Shifts in the medical landscape have brought immune disorders to the fore: advances in medicine have resulted in an increasing number of patients with some form of immune dysfunction, including stem cell/solid organ transplant recipients, primary immune deficiency patients, and those receiving chemotherapies or immune-suppressive therapies. The long- term goals of Dr. Cruz’s laboratory is to harness both innate and adaptive immunity as therapies for the consequences of immune dysfunction: high risk/relapsed malignancy and infectious diseases. Dr. Cruz is part of a team with extensive translational research experience – quickly moving novel cell and gene therapies developed in the laboratory into the clinics. His research interests span a spectrum of diseases (invasive fungal disease, autoimmunity, graft versus host disease, leukemia, lymphoma, pediatric solid tumors) and technologies (chimeric antigen receptors, generation/expansion of antigen specific T cells, genetic modification of cells, combining cellular therapies with chemotherapy/epigenetic modifying drugs/nanotechnology).
Rohan Fernandes, PhD, joined the Institute as an Assistant Professor in the Bioengineering Initiative in December 2011. Dr. Fernandes’ research interests include developing multifunctional nanoparticles for theranostics (i.e. simultaneous therapy and diagnostics) of pediatric cancers and inflammatory diseases. His current research focuses on repurposing Prussian blue (an ancient dye) as an MRI contrast agent, a disease site-specific fluorescent “paint”, a drug- delivery agent, and as an agent for laser-induced photothermal ablation of tumors. Dr. Fernandes’ group is currently testing these novel capabilities of Prussian blue in preclinical models of pediatric cancers and inflammatory diseases. His group closely collaborates with investigators at Children’s National, Howard University, and the University of Maryland. Dr. Fernandes completed his PhD in Bioengineering from the University of Maryland in 2008. Dr. Fernandes completed his Postdoctoral Fellowship from Johns Hopkins University in 2011.
Angela Fletcher, PsyD, specializes in the assessment and treatment of children suffering complex pain, and their families. She is the Director of Psychology Services for the Complex Pediatric Pain Medicine Program’s Outpatient Clinic and also works within the Children's National Division of Neuropsychology in the Safe Concussion Outcome, Recovery Education (SCORE) Program. Her research interests include the environmental and family factors that affect pain perception, school functioning for children with complex pain, and the relationship between sleep and pain.
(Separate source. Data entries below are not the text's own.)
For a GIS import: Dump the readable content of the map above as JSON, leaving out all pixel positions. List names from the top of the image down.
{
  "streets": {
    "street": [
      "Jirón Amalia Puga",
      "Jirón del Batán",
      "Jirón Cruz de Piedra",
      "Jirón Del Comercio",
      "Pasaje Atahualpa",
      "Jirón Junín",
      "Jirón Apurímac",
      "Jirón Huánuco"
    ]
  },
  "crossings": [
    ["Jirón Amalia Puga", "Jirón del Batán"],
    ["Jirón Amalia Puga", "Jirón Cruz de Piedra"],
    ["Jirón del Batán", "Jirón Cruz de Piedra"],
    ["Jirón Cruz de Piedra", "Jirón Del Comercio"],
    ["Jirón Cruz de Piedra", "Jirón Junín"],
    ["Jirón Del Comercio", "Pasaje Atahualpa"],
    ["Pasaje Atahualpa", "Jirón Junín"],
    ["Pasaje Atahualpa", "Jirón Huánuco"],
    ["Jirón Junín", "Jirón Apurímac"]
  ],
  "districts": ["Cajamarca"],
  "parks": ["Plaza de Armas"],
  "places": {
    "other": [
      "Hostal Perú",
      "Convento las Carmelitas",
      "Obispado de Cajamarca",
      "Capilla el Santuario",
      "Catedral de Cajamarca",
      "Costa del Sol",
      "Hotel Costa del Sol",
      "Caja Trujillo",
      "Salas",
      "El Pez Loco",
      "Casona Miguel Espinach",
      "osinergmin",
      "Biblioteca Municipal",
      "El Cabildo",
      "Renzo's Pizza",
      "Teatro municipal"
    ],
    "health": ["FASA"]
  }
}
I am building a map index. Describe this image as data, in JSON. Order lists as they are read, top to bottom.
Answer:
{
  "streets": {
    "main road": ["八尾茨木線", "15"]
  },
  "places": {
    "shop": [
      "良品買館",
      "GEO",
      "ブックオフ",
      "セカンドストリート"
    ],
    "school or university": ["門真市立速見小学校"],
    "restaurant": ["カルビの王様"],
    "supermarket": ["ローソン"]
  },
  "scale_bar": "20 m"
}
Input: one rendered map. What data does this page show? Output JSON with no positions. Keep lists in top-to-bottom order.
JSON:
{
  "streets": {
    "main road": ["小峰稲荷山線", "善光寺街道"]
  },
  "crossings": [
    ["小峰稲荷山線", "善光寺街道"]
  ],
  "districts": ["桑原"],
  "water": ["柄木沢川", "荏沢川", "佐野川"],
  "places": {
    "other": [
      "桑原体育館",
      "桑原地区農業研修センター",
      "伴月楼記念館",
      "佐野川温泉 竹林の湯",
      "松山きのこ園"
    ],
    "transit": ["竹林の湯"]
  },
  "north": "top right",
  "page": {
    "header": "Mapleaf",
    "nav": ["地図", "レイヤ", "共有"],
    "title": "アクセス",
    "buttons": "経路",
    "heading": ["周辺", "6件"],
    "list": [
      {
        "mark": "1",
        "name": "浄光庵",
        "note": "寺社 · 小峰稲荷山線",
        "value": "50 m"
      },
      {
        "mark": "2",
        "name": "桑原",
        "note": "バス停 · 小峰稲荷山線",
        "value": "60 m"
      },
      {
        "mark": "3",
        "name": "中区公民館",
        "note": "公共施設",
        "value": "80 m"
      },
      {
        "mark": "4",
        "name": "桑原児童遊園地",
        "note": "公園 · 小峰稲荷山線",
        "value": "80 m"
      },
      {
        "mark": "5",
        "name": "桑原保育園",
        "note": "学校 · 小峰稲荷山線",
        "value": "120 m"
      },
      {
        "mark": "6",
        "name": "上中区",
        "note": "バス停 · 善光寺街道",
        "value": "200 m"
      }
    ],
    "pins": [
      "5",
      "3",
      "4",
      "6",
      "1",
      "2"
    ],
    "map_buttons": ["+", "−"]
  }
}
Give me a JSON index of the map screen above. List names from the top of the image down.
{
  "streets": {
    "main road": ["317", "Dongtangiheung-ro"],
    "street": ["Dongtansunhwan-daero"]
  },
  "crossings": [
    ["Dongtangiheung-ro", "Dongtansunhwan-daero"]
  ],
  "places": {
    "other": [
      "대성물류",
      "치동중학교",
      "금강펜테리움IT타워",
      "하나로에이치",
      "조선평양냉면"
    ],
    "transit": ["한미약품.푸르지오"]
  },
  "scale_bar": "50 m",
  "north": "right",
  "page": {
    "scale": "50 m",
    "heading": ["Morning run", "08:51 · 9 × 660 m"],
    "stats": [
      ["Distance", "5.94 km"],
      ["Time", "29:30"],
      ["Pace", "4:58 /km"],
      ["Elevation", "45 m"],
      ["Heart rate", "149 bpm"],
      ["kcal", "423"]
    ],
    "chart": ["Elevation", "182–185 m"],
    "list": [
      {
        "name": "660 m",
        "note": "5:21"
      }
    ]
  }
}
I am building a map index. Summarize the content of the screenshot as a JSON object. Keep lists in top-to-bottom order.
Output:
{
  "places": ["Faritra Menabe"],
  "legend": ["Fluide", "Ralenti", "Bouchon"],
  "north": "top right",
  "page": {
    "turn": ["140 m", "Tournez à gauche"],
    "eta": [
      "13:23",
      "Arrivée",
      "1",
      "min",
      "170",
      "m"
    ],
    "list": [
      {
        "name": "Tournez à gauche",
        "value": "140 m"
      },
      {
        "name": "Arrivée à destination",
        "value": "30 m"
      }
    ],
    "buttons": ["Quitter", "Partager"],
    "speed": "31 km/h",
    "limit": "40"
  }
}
Dr. Fletcher completed her doctoral degree at the American School of Professional Psychology and conducted her doctoral internship at Johns Hopkins University/Kennedy Krieger Institute, providing consultation and ongoing treatment to patients with acute and chronic medical conditions. She specialized her training in pediatric psychology by completing a two-year fellowship in the Child Adolescent Diabetes Program the Pediatric Behavioral Sleep Medicine Program at Children's National.
Timothy Kane, MD, is a pediatric surgeon and researcher who specializes in endoscopic surgery. As principal investigator in the Institute's Translational Biodesign Initiative, Dr. Kane is focusing on the development of the minimally invasive surgery program through clinical practice, instruction, and research. He is working to improve minimally invasive surgical techniques and speed their incorporation into standard clinical care for pediatrics.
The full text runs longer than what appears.